## DATA TO USE
━━━━━━━━━━

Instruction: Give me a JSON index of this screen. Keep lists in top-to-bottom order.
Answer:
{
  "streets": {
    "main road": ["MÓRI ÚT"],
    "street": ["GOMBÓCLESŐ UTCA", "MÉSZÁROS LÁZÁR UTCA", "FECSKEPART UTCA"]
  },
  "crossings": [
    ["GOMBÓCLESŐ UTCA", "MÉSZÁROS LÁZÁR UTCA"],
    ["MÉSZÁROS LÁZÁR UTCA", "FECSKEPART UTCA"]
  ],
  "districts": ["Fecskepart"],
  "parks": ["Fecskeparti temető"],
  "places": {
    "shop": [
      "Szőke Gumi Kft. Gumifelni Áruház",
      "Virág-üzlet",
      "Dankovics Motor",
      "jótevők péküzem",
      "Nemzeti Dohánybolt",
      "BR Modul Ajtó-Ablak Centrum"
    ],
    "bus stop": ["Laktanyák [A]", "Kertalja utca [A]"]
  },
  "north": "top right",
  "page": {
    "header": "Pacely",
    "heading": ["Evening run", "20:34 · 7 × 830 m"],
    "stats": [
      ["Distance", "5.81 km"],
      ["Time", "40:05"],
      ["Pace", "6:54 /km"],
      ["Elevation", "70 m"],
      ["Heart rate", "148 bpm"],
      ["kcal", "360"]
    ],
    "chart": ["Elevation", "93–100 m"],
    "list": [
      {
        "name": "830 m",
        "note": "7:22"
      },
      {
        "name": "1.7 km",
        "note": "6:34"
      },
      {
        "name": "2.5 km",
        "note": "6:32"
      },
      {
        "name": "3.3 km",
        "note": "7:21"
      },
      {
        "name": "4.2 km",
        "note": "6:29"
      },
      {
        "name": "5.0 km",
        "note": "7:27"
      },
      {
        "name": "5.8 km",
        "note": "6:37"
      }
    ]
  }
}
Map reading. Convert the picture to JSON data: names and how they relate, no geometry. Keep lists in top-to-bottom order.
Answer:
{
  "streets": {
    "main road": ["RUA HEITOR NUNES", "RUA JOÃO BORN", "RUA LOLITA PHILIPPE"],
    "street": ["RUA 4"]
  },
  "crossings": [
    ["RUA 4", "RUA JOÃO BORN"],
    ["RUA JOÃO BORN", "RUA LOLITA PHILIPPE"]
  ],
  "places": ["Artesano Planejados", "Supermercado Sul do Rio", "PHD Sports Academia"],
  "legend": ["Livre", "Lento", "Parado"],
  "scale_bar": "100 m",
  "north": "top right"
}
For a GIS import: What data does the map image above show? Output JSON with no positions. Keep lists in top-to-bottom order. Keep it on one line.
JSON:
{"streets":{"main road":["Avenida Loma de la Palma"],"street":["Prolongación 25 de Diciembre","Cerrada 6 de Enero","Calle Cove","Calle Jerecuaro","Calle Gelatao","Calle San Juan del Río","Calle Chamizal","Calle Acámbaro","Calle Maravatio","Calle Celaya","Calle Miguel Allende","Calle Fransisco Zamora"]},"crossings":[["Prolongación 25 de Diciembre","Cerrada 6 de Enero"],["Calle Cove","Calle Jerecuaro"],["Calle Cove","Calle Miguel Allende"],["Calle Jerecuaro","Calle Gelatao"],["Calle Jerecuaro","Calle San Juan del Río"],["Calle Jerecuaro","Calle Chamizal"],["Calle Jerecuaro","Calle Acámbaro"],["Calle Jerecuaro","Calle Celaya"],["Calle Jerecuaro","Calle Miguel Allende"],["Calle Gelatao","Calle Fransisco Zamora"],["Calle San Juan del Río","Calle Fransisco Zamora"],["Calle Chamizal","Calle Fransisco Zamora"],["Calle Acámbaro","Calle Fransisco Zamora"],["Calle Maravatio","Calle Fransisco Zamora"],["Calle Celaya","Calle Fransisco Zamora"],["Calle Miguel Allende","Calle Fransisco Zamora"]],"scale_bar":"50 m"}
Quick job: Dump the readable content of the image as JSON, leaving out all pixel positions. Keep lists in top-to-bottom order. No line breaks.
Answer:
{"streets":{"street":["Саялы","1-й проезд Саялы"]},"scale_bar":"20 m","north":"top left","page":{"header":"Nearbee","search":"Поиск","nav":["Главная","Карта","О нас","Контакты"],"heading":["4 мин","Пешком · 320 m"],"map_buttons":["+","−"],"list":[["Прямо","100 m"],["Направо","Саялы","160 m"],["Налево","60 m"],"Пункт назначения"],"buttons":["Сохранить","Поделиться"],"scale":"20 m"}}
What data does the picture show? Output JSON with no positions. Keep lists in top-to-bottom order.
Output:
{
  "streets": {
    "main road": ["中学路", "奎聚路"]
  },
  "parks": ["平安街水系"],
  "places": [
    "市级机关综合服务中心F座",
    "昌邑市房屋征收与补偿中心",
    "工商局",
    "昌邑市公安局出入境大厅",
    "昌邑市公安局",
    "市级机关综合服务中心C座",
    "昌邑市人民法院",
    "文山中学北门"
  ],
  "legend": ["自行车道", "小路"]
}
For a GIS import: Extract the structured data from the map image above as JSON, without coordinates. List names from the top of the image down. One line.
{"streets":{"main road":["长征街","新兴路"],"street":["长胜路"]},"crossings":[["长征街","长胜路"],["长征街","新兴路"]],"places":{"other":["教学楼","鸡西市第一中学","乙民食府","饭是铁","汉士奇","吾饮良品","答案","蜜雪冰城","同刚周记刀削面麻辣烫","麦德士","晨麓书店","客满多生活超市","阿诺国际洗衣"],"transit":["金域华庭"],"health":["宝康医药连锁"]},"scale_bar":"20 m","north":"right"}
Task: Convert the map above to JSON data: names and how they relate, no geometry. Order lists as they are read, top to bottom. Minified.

━━━━━━━━━━

## ACTION ITEM
Could you reproduce every line of the listing exactly?

## ANSWER BELOW
Instruction: Give me a JSON index of this screen. Keep lists in top-to-bottom order.
Answer:
{
  "streets": {
    "main road": ["MÓRI ÚT"],
    "street": ["GOMBÓCLESŐ UTCA", "MÉSZÁROS LÁZÁR UTCA", "FECSKEPART UTCA"]
  },
  "crossings": [
    ["GOMBÓCLESŐ UTCA", "MÉSZÁROS LÁZÁR UTCA"],
    ["MÉSZÁROS LÁZÁR UTCA", "FECSKEPART UTCA"]
  ],
  "districts": ["Fecskepart"],
  "parks": ["Fecskeparti temető"],
  "places": {
    "shop": [
      "Szőke Gumi Kft. Gumifelni Áruház",
      "Virág-üzlet",
      "Dankovics Motor",
      "jótevők péküzem",
      "Nemzeti Dohánybolt",
      "BR Modul Ajtó-Ablak Centrum"
    ],
    "bus stop": ["Laktanyák [A]", "Kertalja utca [A]"]
  },
  "north": "top right",
  "page": {
    "header": "Pacely",
    "heading": ["Evening run", "20:34 · 7 × 830 m"],
    "stats": [
      ["Distance", "5.81 km"],
      ["Time", "40:05"],
      ["Pace", "6:54 /km"],
      ["Elevation", "70 m"],
      ["Heart rate", "148 bpm"],
      ["kcal", "360"]
    ],
    "chart": ["Elevation", "93–100 m"],
    "list": [
      {
        "name": "830 m",
        "note": "7:22"
      },
      {
        "name": "1.7 km",
        "note": "6:34"
      },
      {
        "name": "2.5 km",
        "note": "6:32"
      },
      {
        "name": "3.3 km",
        "note": "7:21"
      },
      {
        "name": "4.2 km",
        "note": "6:29"
      },
      {
        "name": "5.0 km",
        "note": "7:27"
      },
      {
        "name": "5.8 km",
        "note": "6:37"
      }
    ]
  }
}
Map reading. Convert the picture to JSON data: names and how they relate, no geometry. Keep lists in top-to-bottom order.
Answer:
{
  "streets": {
    "main road": ["RUA HEITOR NUNES", "RUA JOÃO BORN", "RUA LOLITA PHILIPPE"],
    "street": ["RUA 4"]
  },
  "crossings": [
    ["RUA 4", "RUA JOÃO BORN"],
    ["RUA JOÃO BORN", "RUA LOLITA PHILIPPE"]
  ],
  "places": ["Artesano Planejados", "Supermercado Sul do Rio", "PHD Sports Academia"],
  "legend": ["Livre", "Lento", "Parado"],
  "scale_bar": "100 m",
  "north": "top right"
}
For a GIS import: What data does the map image above show? Output JSON with no positions. Keep lists in top-to-bottom order. Keep it on one line.
JSON:
{"streets":{"main road":["Avenida Loma de la Palma"],"street":["Prolongación 25 de Diciembre","Cerrada 6 de Enero","Calle Cove","Calle Jerecuaro","Calle Gelatao","Calle San Juan del Río","Calle Chamizal","Calle Acámbaro","Calle Maravatio","Calle Celaya","Calle Miguel Allende","Calle Fransisco Zamora"]},"crossings":[["Prolongación 25 de Diciembre","Cerrada 6 de Enero"],["Calle Cove","Calle Jerecuaro"],["Calle Cove","Calle Miguel Allende"],["Calle Jerecuaro","Calle Gelatao"],["Calle Jerecuaro","Calle San Juan del Río"],["Calle Jerecuaro","Calle Chamizal"],["Calle Jerecuaro","Calle Acámbaro"],["Calle Jerecuaro","Calle Celaya"],["Calle Jerecuaro","Calle Miguel Allende"],["Calle Gelatao","Calle Fransisco Zamora"],["Calle San Juan del Río","Calle Fransisco Zamora"],["Calle Chamizal","Calle Fransisco Zamora"],["Calle Acámbaro","Calle Fransisco Zamora"],["Calle Maravatio","Calle Fransisco Zamora"],["Calle Celaya","Calle Fransisco Zamora"],["Calle Miguel Allende","Calle Fransisco Zamora"]],"scale_bar":"50 m"}
Quick job: Dump the readable content of the image as JSON, leaving out all pixel positions. Keep lists in top-to-bottom order. No line breaks.
Answer:
{"streets":{"street":["Саялы","1-й проезд Саялы"]},"scale_bar":"20 m","north":"top left","page":{"header":"Nearbee","search":"Поиск","nav":["Главная","Карта","О нас","Контакты"],"heading":["4 мин","Пешком · 320 m"],"map_buttons":["+","−"],"list":[["Прямо","100 m"],["Направо","Саялы","160 m"],["Налево","60 m"],"Пункт назначения"],"buttons":["Сохранить","Поделиться"],"scale":"20 m"}}
What data does the picture show? Output JSON with no positions. Keep lists in top-to-bottom order.
Output:
{
  "streets": {
    "main road": ["中学路", "奎聚路"]
  },
  "parks": ["平安街水系"],
  "places": [
    "市级机关综合服务中心F座",
    "昌邑市房屋征收与补偿中心",
    "工商局",
    "昌邑市公安局出入境大厅",
    "昌邑市公安局",
    "市级机关综合服务中心C座",
    "昌邑市人民法院",
    "文山中学北门"
  ],
  "legend": ["自行车道", "小路"]
}
For a GIS import: Extract the structured data from the map image above as JSON, without coordinates. List names from the top of the image down. One line.
{"streets":{"main road":["长征街","新兴路"],"street":["长胜路"]},"crossings":[["长征街","长胜路"],["长征街","新兴路"]],"places":{"other":["教学楼","鸡西市第一中学","乙民食府","饭是铁","汉士奇","吾饮良品","答案","蜜雪冰城","同刚周记刀削面麻辣烫","麦德士","晨麓书店","客满多生活超市","阿诺国际洗衣"],"transit":["金域华庭"],"health":["宝康医药连锁"]},"scale_bar":"20 m","north":"right"}
Task: Convert the map above to JSON data: names and how they relate, no geometry. Order lists as they are read, top to bottom. Minified.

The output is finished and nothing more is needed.